What the task asks →
Among the entries below, find all lines that include "labels" and copy them.

▼

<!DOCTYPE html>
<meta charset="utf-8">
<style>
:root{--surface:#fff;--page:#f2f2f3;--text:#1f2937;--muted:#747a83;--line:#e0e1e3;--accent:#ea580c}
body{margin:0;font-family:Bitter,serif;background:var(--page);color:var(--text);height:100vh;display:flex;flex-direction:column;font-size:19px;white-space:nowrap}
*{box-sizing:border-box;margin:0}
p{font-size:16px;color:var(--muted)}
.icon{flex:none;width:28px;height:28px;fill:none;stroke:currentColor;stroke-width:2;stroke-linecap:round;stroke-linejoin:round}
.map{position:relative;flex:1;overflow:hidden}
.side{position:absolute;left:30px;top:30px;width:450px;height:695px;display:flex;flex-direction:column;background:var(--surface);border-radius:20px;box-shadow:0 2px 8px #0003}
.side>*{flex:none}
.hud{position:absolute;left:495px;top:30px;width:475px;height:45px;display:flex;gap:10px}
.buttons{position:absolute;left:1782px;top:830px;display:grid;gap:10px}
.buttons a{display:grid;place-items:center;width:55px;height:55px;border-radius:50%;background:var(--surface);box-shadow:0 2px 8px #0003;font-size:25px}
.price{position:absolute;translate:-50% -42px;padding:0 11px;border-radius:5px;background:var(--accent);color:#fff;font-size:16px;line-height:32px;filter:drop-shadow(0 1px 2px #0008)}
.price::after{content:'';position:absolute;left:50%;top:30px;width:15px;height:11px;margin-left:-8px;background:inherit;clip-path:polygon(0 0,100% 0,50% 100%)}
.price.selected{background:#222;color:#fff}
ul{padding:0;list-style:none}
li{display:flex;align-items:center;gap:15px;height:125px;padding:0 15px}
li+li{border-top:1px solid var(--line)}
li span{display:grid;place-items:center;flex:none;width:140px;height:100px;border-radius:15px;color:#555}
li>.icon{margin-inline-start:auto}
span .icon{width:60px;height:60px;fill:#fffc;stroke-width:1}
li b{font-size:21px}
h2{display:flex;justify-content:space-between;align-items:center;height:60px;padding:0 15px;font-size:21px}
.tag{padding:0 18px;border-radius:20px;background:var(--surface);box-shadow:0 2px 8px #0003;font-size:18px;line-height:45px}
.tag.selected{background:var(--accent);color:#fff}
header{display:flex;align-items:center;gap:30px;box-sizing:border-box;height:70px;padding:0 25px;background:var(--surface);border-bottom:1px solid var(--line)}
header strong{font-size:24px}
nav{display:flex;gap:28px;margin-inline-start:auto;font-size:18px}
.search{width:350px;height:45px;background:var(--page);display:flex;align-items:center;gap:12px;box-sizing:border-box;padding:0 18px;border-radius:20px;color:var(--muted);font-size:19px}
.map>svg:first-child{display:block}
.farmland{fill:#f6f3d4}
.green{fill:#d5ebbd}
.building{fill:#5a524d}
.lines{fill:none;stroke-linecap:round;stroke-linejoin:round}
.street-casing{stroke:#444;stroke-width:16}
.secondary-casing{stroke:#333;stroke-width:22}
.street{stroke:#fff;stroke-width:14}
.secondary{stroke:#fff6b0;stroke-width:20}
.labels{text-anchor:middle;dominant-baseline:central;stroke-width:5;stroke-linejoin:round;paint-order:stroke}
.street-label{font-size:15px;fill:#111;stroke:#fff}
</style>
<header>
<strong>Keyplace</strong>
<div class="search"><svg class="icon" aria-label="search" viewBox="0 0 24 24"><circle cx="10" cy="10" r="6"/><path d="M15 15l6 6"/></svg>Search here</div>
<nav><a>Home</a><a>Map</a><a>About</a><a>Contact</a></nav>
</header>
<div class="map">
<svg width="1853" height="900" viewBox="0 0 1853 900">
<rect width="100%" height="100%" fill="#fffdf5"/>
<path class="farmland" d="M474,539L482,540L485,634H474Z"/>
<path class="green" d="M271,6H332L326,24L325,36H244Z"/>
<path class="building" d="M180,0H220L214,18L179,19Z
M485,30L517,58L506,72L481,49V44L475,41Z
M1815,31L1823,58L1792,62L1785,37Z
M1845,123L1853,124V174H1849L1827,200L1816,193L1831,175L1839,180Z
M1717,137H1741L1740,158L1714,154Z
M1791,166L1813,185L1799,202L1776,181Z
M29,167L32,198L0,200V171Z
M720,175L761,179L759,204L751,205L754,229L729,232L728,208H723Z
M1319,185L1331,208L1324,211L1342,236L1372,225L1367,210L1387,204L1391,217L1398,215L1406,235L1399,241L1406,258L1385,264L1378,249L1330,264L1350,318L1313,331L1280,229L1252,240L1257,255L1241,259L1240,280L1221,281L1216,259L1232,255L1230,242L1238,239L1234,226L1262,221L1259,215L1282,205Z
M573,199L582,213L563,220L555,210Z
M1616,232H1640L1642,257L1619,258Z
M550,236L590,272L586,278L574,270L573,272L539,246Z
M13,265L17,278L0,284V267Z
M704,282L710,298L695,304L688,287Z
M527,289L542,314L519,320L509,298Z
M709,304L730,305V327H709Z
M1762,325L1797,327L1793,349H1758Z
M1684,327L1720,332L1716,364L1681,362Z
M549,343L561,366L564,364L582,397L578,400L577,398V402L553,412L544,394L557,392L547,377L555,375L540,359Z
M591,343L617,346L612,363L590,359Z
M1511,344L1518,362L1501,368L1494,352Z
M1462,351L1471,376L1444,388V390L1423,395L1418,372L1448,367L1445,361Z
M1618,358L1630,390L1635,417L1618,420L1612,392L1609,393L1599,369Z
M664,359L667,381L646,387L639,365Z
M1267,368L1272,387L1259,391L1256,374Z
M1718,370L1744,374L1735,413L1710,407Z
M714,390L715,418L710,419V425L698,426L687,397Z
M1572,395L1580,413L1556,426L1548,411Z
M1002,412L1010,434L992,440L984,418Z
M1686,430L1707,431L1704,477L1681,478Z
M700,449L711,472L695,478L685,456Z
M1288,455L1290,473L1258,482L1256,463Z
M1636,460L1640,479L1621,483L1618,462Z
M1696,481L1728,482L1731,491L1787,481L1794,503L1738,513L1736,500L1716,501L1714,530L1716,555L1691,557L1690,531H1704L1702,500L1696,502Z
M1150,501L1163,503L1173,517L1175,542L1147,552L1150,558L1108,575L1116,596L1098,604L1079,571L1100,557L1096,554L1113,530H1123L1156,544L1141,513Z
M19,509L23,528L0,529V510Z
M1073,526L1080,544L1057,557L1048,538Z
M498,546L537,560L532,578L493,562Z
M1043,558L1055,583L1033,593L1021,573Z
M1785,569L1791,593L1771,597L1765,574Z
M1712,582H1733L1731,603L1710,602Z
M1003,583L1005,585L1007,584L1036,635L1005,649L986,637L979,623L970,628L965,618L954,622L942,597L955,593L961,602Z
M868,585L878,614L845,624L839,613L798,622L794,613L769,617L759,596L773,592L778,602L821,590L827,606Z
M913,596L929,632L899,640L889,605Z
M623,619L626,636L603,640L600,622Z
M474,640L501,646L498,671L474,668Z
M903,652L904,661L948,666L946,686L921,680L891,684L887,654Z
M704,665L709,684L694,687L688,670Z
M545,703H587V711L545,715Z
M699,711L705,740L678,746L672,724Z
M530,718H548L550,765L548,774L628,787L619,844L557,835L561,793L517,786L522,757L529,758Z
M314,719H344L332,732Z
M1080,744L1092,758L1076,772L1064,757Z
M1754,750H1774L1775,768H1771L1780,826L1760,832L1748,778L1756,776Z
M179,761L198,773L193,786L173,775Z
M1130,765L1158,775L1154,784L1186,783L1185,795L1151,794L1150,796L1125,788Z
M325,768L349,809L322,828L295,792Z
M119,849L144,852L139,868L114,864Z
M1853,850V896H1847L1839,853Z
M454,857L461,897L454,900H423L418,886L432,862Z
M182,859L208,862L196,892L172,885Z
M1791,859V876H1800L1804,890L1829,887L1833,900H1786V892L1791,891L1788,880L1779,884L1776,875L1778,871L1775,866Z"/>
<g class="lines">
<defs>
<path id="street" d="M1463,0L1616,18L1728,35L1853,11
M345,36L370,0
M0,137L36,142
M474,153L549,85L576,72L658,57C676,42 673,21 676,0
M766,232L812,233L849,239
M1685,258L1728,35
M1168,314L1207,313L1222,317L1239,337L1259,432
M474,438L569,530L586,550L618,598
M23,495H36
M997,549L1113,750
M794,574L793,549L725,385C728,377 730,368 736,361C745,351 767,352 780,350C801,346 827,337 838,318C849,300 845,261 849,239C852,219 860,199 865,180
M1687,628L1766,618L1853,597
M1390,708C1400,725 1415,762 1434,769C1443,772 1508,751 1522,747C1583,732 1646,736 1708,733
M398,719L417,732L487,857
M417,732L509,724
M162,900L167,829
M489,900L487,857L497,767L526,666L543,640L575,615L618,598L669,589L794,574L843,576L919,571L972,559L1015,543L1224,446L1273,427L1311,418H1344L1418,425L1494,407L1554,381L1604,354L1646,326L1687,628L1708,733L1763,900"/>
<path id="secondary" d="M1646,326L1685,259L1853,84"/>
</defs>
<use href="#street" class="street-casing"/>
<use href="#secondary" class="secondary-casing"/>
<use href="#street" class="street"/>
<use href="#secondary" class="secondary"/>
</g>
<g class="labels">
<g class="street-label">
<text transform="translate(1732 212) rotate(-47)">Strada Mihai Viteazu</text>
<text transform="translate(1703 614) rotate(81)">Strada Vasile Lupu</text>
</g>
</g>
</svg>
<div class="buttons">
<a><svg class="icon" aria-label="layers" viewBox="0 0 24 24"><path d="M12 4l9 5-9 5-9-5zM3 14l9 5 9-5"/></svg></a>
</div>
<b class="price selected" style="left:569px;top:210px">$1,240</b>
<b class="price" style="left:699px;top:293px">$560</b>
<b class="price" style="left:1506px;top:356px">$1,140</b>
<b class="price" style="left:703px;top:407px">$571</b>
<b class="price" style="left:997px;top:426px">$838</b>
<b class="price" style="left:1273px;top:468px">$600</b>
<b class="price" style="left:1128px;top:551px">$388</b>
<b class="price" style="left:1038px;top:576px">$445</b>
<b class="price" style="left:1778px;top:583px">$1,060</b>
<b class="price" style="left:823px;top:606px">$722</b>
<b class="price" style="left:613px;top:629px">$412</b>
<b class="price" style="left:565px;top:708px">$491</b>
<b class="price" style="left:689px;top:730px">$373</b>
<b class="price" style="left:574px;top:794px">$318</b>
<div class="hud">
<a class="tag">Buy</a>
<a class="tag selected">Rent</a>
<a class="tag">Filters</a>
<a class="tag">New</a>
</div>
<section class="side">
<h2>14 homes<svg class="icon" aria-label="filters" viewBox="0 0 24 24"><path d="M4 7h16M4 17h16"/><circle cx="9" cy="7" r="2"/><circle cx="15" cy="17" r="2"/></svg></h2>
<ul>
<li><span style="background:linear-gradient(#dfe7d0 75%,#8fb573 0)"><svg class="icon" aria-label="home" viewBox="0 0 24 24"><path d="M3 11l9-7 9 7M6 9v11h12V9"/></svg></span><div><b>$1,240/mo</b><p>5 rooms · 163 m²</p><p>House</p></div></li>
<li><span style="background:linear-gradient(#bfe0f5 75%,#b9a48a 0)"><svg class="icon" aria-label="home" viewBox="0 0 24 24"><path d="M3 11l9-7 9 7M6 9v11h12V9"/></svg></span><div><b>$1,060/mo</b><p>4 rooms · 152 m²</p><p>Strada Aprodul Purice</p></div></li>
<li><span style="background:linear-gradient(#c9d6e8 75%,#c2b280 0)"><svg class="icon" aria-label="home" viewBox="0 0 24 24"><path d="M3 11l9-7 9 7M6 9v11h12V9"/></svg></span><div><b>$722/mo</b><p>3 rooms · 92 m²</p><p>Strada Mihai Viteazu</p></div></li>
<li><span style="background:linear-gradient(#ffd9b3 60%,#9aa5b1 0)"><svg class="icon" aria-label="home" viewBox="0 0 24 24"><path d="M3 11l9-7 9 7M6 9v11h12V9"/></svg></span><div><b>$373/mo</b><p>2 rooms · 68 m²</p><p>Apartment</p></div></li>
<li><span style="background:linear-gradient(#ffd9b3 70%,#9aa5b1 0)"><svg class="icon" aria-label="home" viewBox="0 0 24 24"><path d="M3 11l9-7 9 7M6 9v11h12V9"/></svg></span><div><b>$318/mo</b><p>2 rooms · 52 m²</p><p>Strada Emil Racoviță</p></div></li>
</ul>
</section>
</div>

▲

Task response →
.labels{text-anchor:middle;dominant-baseline:central;stroke-width:5;stroke-linejoin:round;paint-order:stroke}
<g class="labels">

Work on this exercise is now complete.